* _Given information_

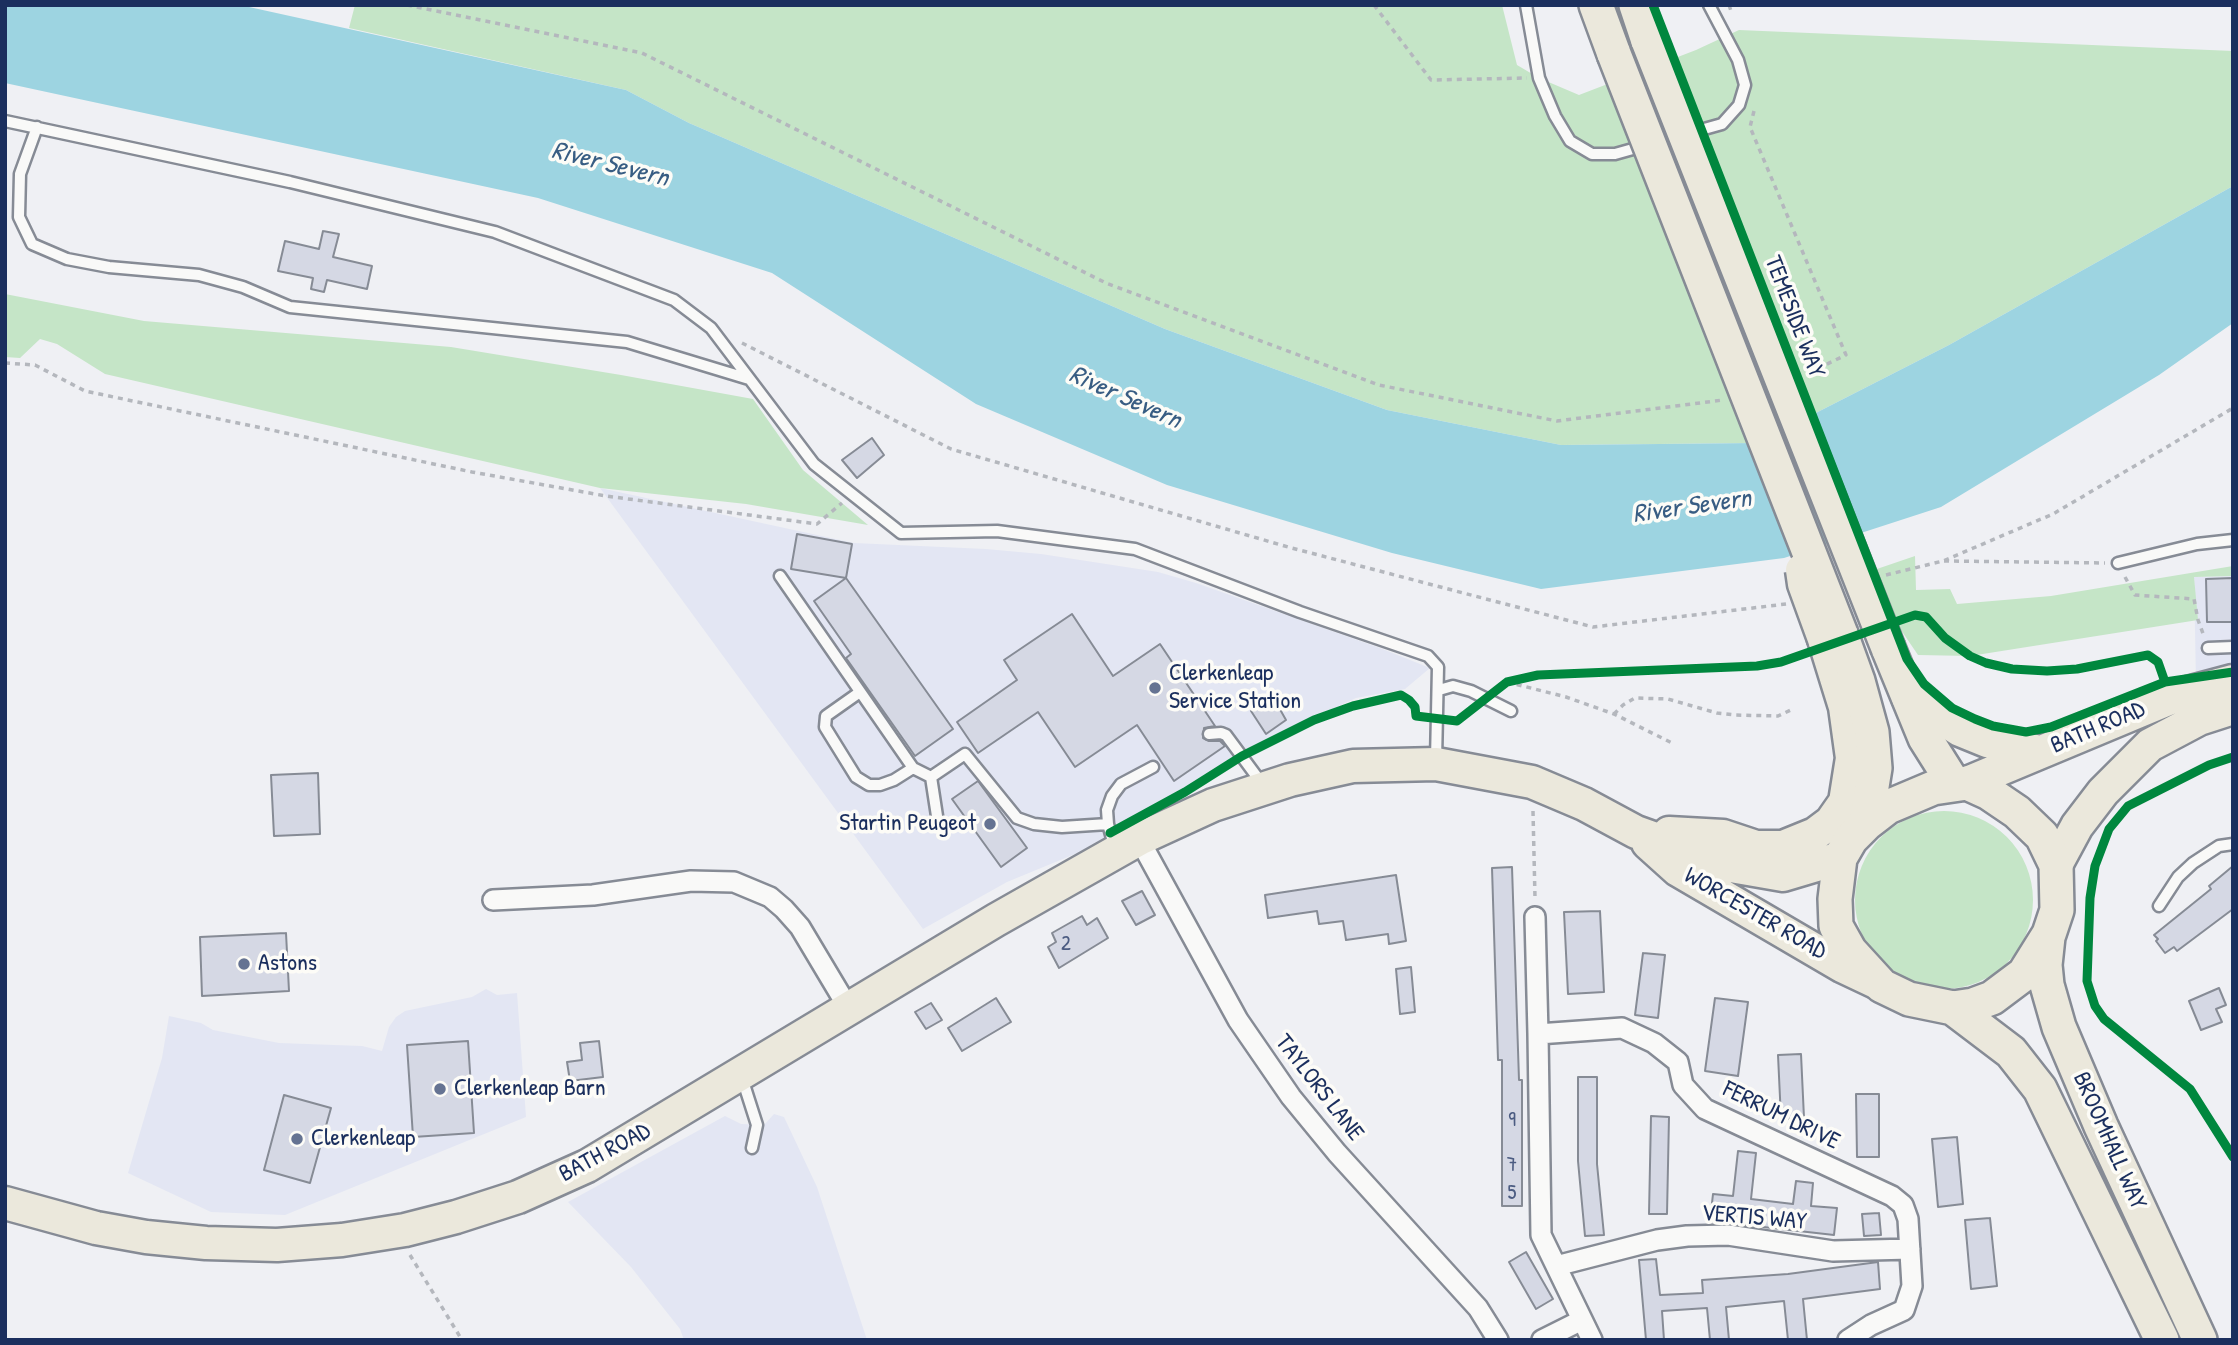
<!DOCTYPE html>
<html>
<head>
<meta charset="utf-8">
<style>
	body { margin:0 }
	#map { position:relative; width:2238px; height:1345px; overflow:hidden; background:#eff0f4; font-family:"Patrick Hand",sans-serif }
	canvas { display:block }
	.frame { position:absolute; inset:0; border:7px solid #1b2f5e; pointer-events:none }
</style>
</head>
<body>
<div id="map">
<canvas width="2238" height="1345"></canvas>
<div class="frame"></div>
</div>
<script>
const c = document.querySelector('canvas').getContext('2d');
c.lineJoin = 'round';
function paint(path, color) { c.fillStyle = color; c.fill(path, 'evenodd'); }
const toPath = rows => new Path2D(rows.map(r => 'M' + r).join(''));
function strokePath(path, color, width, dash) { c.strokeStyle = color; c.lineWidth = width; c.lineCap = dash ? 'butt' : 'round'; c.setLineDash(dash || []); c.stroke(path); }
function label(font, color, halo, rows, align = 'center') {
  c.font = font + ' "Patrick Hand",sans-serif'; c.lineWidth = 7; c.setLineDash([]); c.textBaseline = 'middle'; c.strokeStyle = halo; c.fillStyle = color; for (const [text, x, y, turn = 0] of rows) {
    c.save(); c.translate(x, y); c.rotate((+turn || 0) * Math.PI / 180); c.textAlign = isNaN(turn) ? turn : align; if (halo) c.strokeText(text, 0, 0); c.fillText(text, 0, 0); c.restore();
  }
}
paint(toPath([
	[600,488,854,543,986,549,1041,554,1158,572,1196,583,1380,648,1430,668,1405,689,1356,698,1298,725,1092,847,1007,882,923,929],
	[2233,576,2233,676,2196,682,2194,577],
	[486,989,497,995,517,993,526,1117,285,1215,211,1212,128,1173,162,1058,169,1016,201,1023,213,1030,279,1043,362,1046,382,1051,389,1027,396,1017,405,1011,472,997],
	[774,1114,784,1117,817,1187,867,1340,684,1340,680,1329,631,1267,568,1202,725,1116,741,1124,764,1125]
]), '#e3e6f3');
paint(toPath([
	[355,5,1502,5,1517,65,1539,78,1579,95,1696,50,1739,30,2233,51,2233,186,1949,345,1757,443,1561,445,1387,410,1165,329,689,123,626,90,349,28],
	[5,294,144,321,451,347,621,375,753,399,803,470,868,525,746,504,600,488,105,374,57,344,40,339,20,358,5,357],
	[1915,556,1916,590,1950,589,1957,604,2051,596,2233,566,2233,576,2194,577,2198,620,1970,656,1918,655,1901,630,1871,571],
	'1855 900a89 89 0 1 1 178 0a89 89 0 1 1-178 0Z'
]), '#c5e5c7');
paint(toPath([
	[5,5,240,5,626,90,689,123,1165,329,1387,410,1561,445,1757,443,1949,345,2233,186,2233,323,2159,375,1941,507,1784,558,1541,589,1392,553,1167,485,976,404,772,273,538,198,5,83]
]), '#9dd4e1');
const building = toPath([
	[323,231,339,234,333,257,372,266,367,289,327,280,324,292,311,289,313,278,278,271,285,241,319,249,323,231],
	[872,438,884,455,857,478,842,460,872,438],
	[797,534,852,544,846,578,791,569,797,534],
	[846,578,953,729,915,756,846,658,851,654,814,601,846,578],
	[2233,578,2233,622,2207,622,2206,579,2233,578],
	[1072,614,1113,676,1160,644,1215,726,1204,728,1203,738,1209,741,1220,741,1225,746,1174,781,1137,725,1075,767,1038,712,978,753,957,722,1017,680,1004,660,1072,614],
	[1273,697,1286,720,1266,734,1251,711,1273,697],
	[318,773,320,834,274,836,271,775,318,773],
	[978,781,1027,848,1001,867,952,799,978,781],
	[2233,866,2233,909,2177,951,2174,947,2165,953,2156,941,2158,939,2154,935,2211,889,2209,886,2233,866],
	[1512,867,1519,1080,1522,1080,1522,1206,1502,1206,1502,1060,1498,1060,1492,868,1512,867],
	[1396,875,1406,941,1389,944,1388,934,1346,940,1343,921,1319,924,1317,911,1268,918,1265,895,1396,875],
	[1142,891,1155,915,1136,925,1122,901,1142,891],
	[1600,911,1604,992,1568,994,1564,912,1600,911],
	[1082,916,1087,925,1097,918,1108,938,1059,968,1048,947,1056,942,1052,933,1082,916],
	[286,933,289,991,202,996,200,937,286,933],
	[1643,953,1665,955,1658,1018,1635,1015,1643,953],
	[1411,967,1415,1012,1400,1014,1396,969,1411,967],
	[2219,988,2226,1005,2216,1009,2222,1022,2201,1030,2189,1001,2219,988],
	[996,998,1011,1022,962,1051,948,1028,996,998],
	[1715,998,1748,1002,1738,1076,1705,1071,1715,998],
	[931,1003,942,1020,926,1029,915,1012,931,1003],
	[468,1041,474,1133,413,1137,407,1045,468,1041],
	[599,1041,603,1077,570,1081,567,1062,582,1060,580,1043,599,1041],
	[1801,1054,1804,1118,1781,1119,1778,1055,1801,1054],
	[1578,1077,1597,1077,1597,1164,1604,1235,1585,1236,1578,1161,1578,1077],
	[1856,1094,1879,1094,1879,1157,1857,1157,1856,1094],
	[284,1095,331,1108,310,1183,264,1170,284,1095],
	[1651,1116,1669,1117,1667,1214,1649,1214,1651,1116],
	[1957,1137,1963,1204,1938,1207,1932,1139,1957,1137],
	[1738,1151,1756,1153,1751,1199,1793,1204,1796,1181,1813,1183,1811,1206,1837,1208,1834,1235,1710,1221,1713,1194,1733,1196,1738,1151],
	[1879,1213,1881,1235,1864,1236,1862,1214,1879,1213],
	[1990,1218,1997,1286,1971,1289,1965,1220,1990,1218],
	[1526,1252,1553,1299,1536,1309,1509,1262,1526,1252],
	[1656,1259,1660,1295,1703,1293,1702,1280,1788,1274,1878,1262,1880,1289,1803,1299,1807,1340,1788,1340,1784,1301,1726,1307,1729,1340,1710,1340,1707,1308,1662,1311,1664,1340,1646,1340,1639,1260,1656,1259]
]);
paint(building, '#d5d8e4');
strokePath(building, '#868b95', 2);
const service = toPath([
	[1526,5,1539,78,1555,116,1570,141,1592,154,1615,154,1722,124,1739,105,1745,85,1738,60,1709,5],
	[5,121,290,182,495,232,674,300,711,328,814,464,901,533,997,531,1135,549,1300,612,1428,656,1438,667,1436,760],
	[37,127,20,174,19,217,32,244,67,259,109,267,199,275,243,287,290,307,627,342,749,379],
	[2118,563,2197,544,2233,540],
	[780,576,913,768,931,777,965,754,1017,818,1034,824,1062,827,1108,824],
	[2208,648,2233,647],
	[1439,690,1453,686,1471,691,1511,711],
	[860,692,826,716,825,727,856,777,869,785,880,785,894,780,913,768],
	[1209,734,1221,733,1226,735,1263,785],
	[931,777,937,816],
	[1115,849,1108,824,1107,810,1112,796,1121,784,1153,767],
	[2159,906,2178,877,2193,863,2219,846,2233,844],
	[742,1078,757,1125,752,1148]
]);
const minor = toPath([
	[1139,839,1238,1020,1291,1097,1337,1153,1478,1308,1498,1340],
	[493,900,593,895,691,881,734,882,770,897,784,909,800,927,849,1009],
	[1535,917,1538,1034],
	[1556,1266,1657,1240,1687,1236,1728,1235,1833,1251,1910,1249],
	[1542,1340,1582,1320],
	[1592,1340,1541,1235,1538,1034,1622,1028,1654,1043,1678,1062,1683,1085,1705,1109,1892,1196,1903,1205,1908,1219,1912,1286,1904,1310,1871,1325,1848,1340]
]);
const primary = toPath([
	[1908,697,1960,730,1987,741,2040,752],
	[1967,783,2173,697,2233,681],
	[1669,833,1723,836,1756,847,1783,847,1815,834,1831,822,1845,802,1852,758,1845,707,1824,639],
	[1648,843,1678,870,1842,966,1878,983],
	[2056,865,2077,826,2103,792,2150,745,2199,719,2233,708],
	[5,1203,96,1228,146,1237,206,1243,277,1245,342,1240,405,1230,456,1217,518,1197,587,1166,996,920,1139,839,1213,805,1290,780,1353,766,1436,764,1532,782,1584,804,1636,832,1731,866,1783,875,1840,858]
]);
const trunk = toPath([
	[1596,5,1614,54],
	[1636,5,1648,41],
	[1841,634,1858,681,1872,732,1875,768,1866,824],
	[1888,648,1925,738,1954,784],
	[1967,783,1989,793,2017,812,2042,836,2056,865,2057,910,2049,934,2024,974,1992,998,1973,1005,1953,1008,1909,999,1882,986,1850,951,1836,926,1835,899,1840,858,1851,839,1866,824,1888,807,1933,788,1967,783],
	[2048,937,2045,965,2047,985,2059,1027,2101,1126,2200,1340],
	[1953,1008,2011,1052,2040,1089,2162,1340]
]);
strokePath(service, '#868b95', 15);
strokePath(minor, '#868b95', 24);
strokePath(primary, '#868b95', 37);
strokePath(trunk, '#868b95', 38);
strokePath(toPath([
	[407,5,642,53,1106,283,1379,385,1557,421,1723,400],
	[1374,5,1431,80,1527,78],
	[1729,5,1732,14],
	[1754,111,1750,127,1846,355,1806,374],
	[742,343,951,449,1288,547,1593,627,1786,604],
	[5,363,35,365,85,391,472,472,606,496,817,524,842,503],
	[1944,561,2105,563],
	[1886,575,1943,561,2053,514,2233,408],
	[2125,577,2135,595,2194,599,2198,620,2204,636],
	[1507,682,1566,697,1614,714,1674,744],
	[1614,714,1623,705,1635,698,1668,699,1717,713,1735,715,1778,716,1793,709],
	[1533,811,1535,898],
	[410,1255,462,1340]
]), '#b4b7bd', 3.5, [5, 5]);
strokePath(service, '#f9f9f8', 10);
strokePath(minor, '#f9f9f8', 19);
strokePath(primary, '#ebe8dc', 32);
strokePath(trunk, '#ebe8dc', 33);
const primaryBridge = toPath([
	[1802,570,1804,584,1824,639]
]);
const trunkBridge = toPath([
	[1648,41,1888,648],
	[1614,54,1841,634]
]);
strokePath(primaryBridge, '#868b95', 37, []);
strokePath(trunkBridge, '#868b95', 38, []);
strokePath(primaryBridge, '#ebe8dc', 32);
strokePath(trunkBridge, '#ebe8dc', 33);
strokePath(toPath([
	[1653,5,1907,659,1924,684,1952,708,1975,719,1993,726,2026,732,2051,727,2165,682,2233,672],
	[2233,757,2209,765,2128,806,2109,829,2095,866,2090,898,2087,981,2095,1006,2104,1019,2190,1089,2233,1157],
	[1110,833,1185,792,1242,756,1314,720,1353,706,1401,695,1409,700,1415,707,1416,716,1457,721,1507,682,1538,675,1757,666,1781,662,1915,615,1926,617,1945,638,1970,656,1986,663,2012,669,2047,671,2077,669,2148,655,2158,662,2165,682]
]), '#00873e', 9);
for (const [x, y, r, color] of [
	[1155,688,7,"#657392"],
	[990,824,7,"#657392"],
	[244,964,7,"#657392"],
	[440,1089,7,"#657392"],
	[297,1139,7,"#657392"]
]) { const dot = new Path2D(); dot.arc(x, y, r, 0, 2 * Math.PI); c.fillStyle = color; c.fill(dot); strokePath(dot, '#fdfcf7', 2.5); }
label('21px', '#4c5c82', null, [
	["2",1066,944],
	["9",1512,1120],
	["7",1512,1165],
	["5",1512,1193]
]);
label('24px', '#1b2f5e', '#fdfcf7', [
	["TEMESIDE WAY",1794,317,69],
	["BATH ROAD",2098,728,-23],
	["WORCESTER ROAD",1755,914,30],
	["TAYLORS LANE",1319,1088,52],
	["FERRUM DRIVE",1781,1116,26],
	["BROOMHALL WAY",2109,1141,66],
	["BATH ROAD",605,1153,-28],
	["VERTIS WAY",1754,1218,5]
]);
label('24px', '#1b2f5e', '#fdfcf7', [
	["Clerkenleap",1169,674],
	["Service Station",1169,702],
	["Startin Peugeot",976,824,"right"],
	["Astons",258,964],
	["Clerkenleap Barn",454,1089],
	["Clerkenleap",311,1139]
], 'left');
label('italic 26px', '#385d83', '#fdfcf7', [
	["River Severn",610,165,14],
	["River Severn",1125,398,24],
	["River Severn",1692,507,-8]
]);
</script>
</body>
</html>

* _Exercise instructions_
What lines in the entries contain "lineWidth"? Report each one by copying it.

* _Your response_
function strokePath(path, color, width, dash) { c.strokeStyle = color; c.lineWidth = width; c.lineCap = dash ? 'butt' : 'round'; c.setLineDash(dash || []); c.stroke(path); }
  c.font = font + ' "Patrick Hand",sans-serif'; c.lineWidth = 7; c.setLineDash([]); c.textBaseline = 'middle'; c.strokeStyle = halo; c.fillStyle = color; for (const [text, x, y, turn = 0] of rows) {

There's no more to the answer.